NAME AND ADDRESS OF THE APPLICANT: TATA MOTORS LIMITED, an Indian company having its registered office at Bombay house, 24 Homi Mody Street, Hutatma Chowk, Mumbai 400 001, Maharashtra, INDIA.
Nationality: INDIAN
The following specification particularly describes the nature of the invention and the manner in which it is to be performed.

TECHNICAL FIELD
Embodiments of the present disclosure relate to vehicle combustion system. More particularly, the disclosure relates to a method and a system for maintaining ideal air-fuel mixture for obtaining complete combustion.
BACKGROUND AND PRIOR ARTS
A gasoline engine burns gasoline in the presence of oxygen.

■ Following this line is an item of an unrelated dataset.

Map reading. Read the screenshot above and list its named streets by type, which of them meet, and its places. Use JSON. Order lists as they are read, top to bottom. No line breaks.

For complete combustion of the gasoline and to extract maximum energy from the fuel it should be burnt with the specific amount oxygen (In turn Air) may be termed as Perfect (ideal) Ratio. This ratio is different for different fuels. For example for gasoline, it is 14.7:1. Amount of air required for complete combustion of the fuel depends on the amount of Hydrogen & Carbons present in the fuel. If amount of air is less than the required value the ratio is called as “Rich” mixture. Rich mixture is not acceptable as amount of un-burn gases are more & it creates pollution. On the other hand if amount of air more than the required ratio it creates lean ratio. Lean ratio is also harmful as it produces Nitrogen-Oxides pollution. It results in poor performance & may cause engine damage.
Engines have to work on an ideal (perfect) air to fuel ratio so as to have high fuel efficiency and low emissions. Modern day engines comprises of O2 sensors which monitors the amount of oxygen present in the exhaust gases, and gives feedback to the Engine Management Unit (EMU). The EMU controls the amount of fuel to be injected and works in closed loop system where exhaust gases are continuously monitored & feedback is provided to engine management unit.

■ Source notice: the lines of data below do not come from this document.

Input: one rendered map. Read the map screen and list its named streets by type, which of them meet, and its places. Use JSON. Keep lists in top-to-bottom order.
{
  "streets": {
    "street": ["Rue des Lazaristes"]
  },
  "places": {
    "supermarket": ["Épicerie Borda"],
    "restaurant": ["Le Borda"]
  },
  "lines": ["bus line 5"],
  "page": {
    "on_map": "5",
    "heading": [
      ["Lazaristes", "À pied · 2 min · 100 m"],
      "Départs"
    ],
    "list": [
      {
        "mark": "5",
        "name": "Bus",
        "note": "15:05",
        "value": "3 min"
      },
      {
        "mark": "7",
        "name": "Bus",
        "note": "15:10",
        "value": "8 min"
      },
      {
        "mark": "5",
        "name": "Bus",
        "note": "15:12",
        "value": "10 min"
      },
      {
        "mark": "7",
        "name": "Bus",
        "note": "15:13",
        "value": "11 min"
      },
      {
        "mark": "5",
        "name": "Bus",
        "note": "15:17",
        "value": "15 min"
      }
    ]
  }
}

To increase the power of the engine it is important to remember that power does not come from oxygen boost; it comes from burning more fuel in the same amount of time. With adequate fuel supply and oxygen boost in some form it is possible to greatly increase output without having to increase the RPM range or displacement of an engine.
Hence, there exist a need to develop a methodology and a system to maintain the ideal air to fuel mixture to achieve high fuel efficiency and low emissions.

OBJECTS OF THE DISCLSOURE
One object of the disclosure is to provide a method of maintaining the ideal air-fuel mixture ratio in the engine for complete combustion.

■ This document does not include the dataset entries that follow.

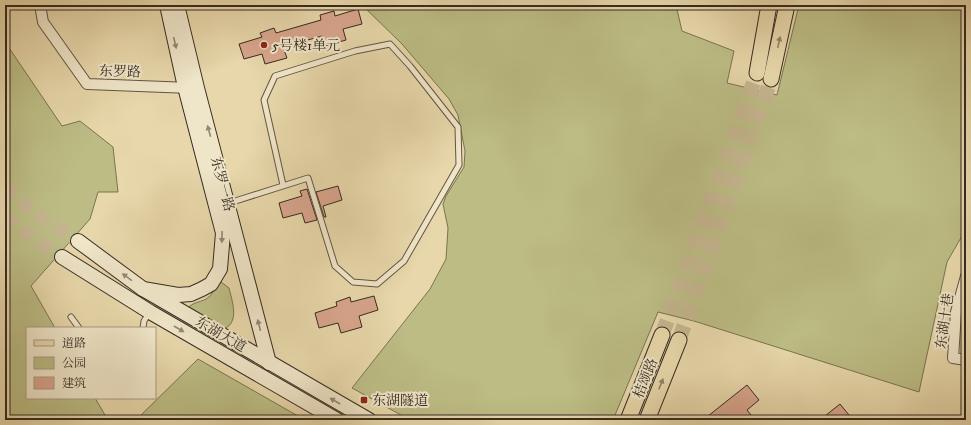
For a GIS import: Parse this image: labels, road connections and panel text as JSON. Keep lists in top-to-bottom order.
{
  "streets": {
    "main road": ["东罗一路", "东湖大道", "桔颂路"],
    "street": ["东罗路", "东湖十巷"]
  },
  "crossings": [
    ["东罗路", "东罗一路"],
    ["东罗一路", "东湖大道"]
  ],
  "places": {
    "other": ["5号楼1单元"],
    "transit": ["东湖隧道"]
  },
  "legend": ["道路", "公园", "建筑"]
}
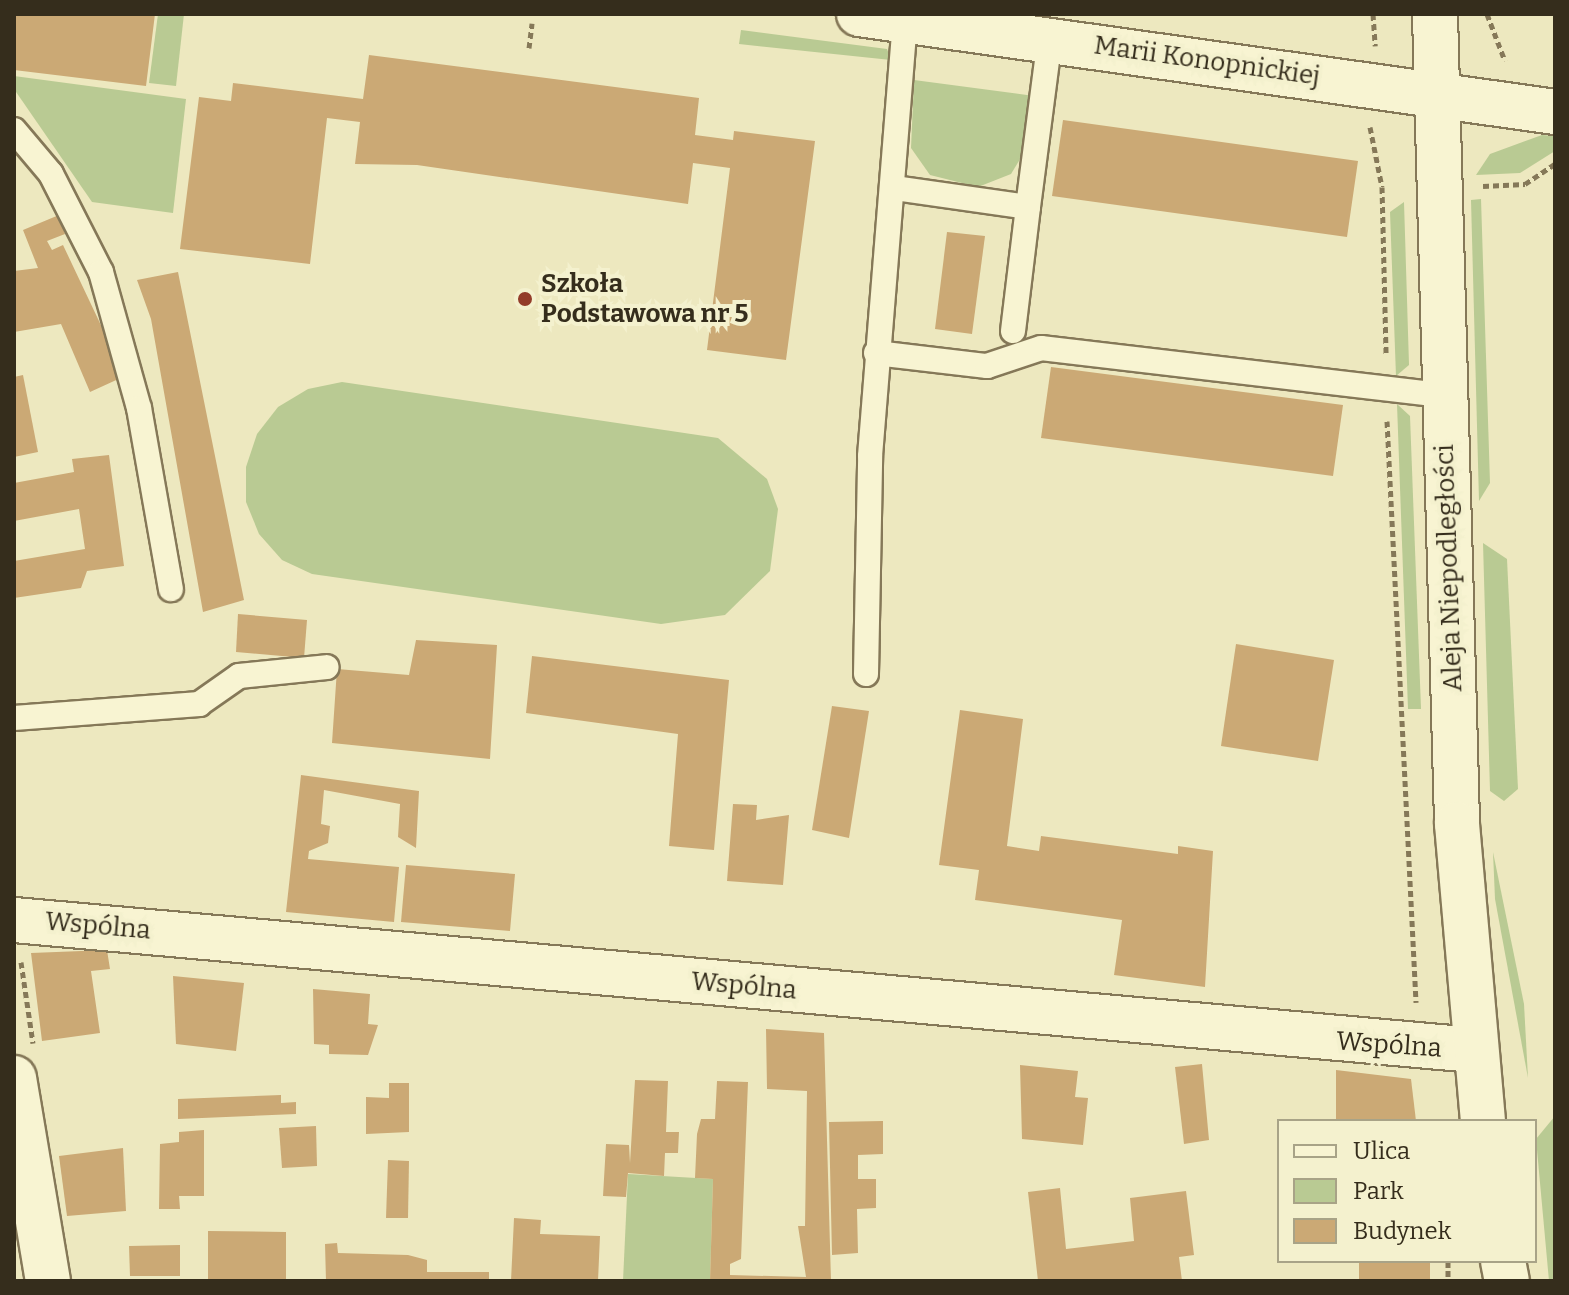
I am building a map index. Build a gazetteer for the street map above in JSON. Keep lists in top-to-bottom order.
{
  "streets": {
    "street": ["Marii Konopnickiej", "Aleja Niepodległości", "Wspólna"]
  },
  "crossings": [
    ["Marii Konopnickiej", "Aleja Niepodległości"],
    ["Aleja Niepodległości", "Wspólna"]
  ],
  "places": ["Szkoła Podstawowa nr 5"],
  "legend": ["Ulica", "Park", "Budynek"]
}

One object of the disclosure is to provide O2 sensor to ensure that engine gets the correct mixture of fuel and oxygen, regardless of altitude, engine temperature and air flow to make sure it's removing harmful pollutants from exhaust.
One object of the disclosure is to produce more power of the engine and reduce excessive emissions as much as possible.
STATEMENT OF THE DISCLOSURE
Accordingly, the present disclosure provides for a method of maintaining ideal air-fuel mixture in an Engine, said method comprising sensing at least one of oxygen content in atmosphere and mass flow rate of intake air by a sensor; receiving at least one of sensed oxygen content in the atmosphere and mass flow rate of the intake air by Engine Management Unit (EMU) and comparing with pre-set threshold oxygen content and mass flow rate respectively; and activating a control valve to inject oxygen from oxygen storage to reconditioning chamber through an oxygen injector when the EMU sends control signal to the control valve to maintain the ideal air-fuel mixture in the engine, wherein the EMU generates control signals when sensed at least one of oxygen content in the atmosphere and mass flow rate of the intake air is less than pre-set threshold oxygen content and mass flow rate respectively, and depending on opening of engine valve and throttle input, and also provides for a System for maintaining air-fuel mixture in an Engine, said system comprising an Engine Management Unit (EMU), an air intake unit comprising an inlet and an outlet; a reconditioning chamber connected to the outlet of the air intake unit; an intake manifold connected between the reconditioning chamber and the engine; characterized in that, an oxygen sensor connected between the air intake unit and the EMU configured for sensing at least one of oxygen content in atmosphere and mass flow rate of intake air; a control valve communicatively connected to the EMU for receiving control signals for activation; an oxygen storage configured for supplying oxygen to the reconditioning chamber through an oxygen injector upon activation of the control valve for maintaining air-fuel mixture in the engine.

SUMMARY OF THE DISCLOSURE
The shortcomings of the prior art are overcome and additional advantages are provided through the present disclosure. Additional features and advantages are realized through the techniques of the present disclosure. Other embodiments and aspects of the disclosure are described in detail herein and are considered a part of the claimed disclosure.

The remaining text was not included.